The introduction to the catalogue of the 1971 EIMA edition (held from 10 to 14 November), highlighted some aspects of the exhibition's regulations aimed at professional rigour for an authentic specialized trade fair appropriate to the times (no advertising in the pavillions, standardized stands, exposition of a single copy for each product of the exhibiting companies). The first three years saw an increase in the exhibition area (from 14,700 to 26,000 sq m) and doubled the exhibitors (increased from 224 to 498). The Corriere della Sera, on November 11 that year presented EIMA as “the living room of the agrcultural machines, the living catalogue of all technological tools”.

After one year break in 1972, EIMA returned in 1973 (from 14 to 18 November), with unchanged features and with the hypothesis in a first stage planning – evidenced by a brochure of that time – of a possible biannual edition by virtue of the positive numbers of that edition (which recorded the presence of 535 exhibitors and 24,000 visitors).

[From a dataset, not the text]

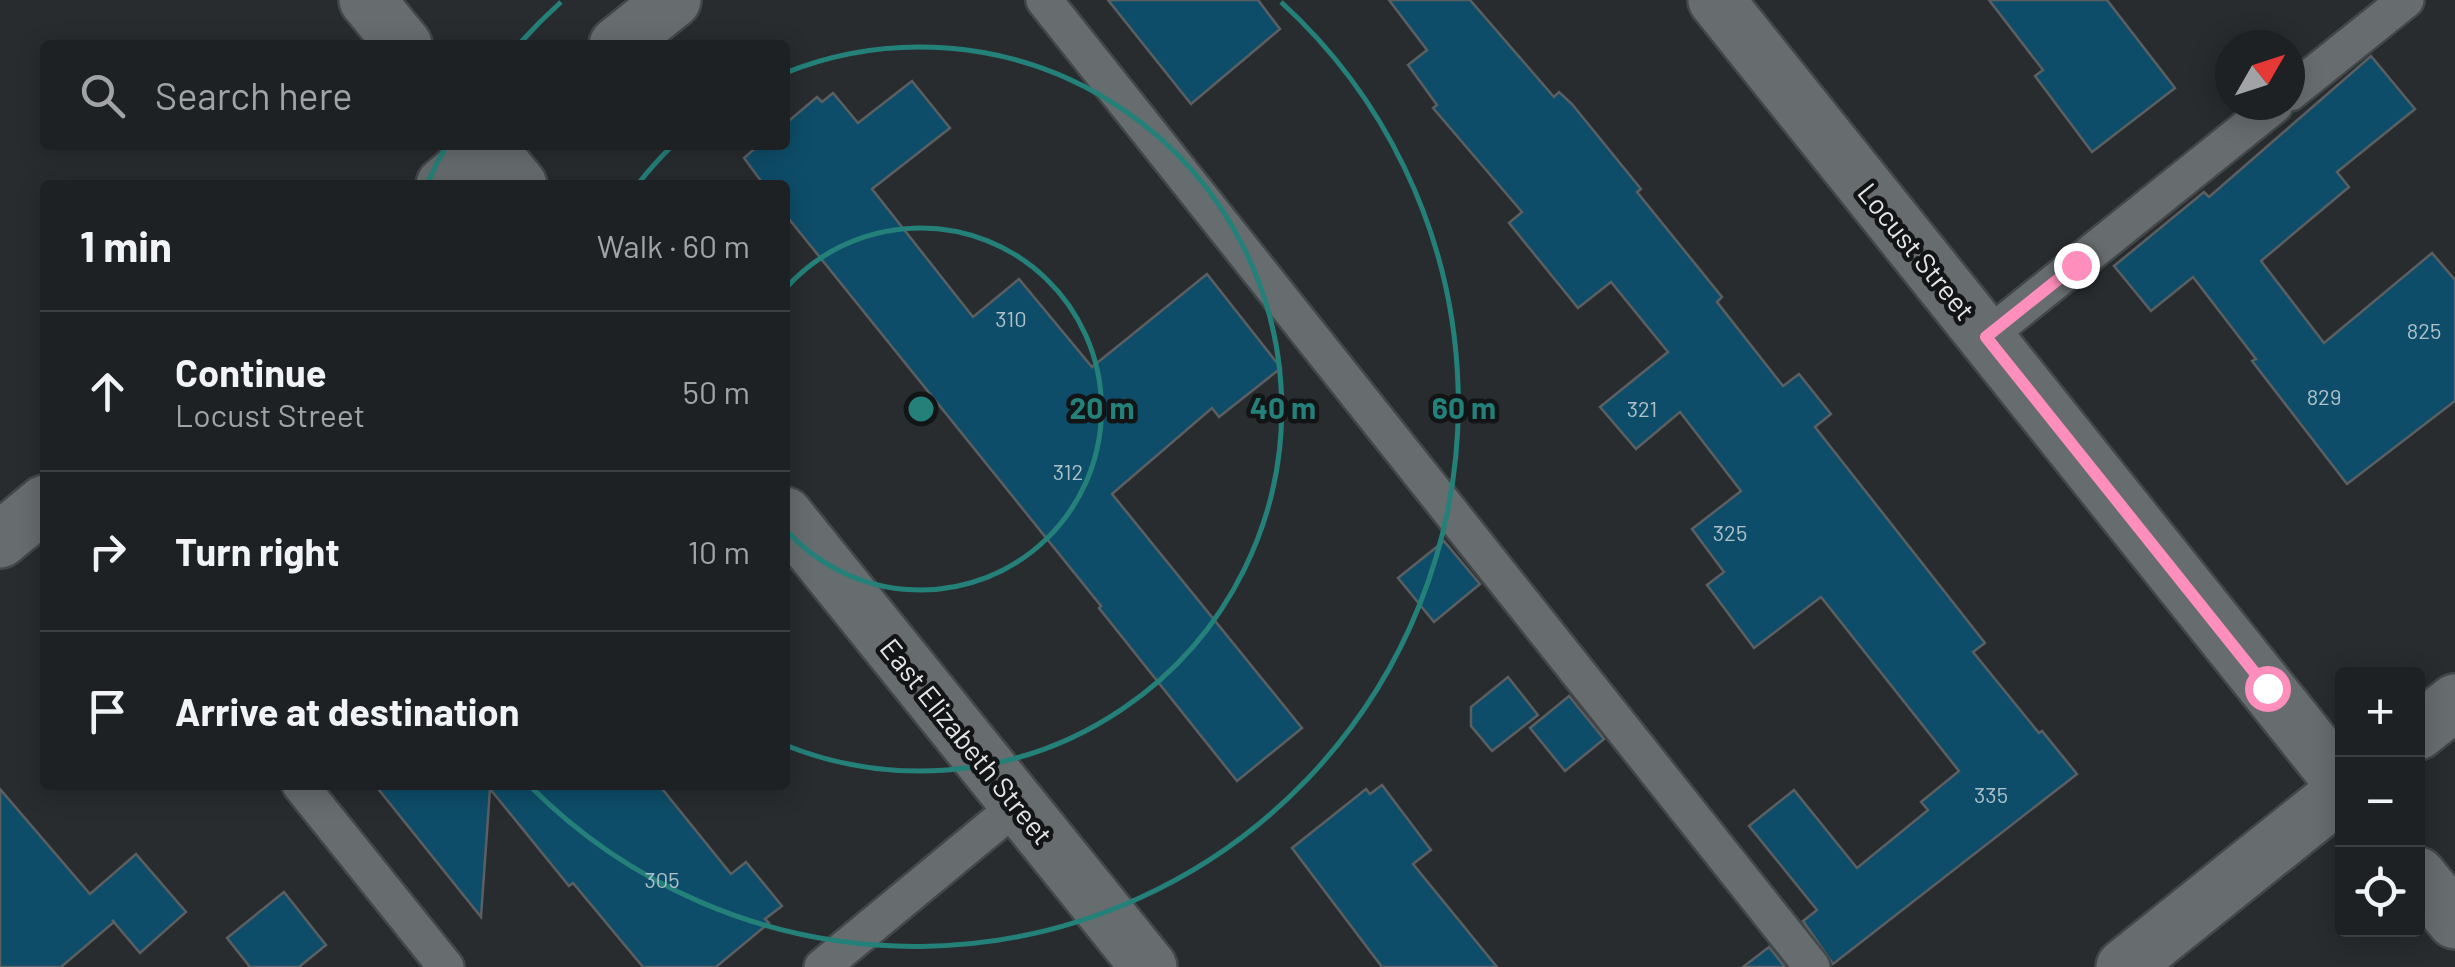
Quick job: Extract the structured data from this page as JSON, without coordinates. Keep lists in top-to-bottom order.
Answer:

This hypothesis will never be really confirmed and the event took place yearly.

The introduction of the Visitor's Guide at 1975 EIMA edition, talking about an increase in the number of exhibitors by 10% compared to the previous edition, emphasized “the sense of responsibility and cooperation of all the exhibitors that contained as much as possible the demand for exhibition space”, thus allowing more companies to participate.

In 1977 (from 9 to 13 November), EIMA also became the exhibition of machinery and tools for gardening which included the introduction in the 13th sector of mechanical equipment especially intended to gardening (with 125 companies of the gardening sector), as an evidence of “the increasingly economic importance of that kind of mechanization”.

From 1976 to 1979 the hosted companies increased from 795 in 1053 (of which 220 were foreign companies), and the visitors from 47,475 to 74,500 (with 4,116 foreigners). The exposed products increased from 157 in 423, thereby demonstrating the success of a rigorous and professional exhibition's formula, always responding to the real demands of exhibitors and visitors.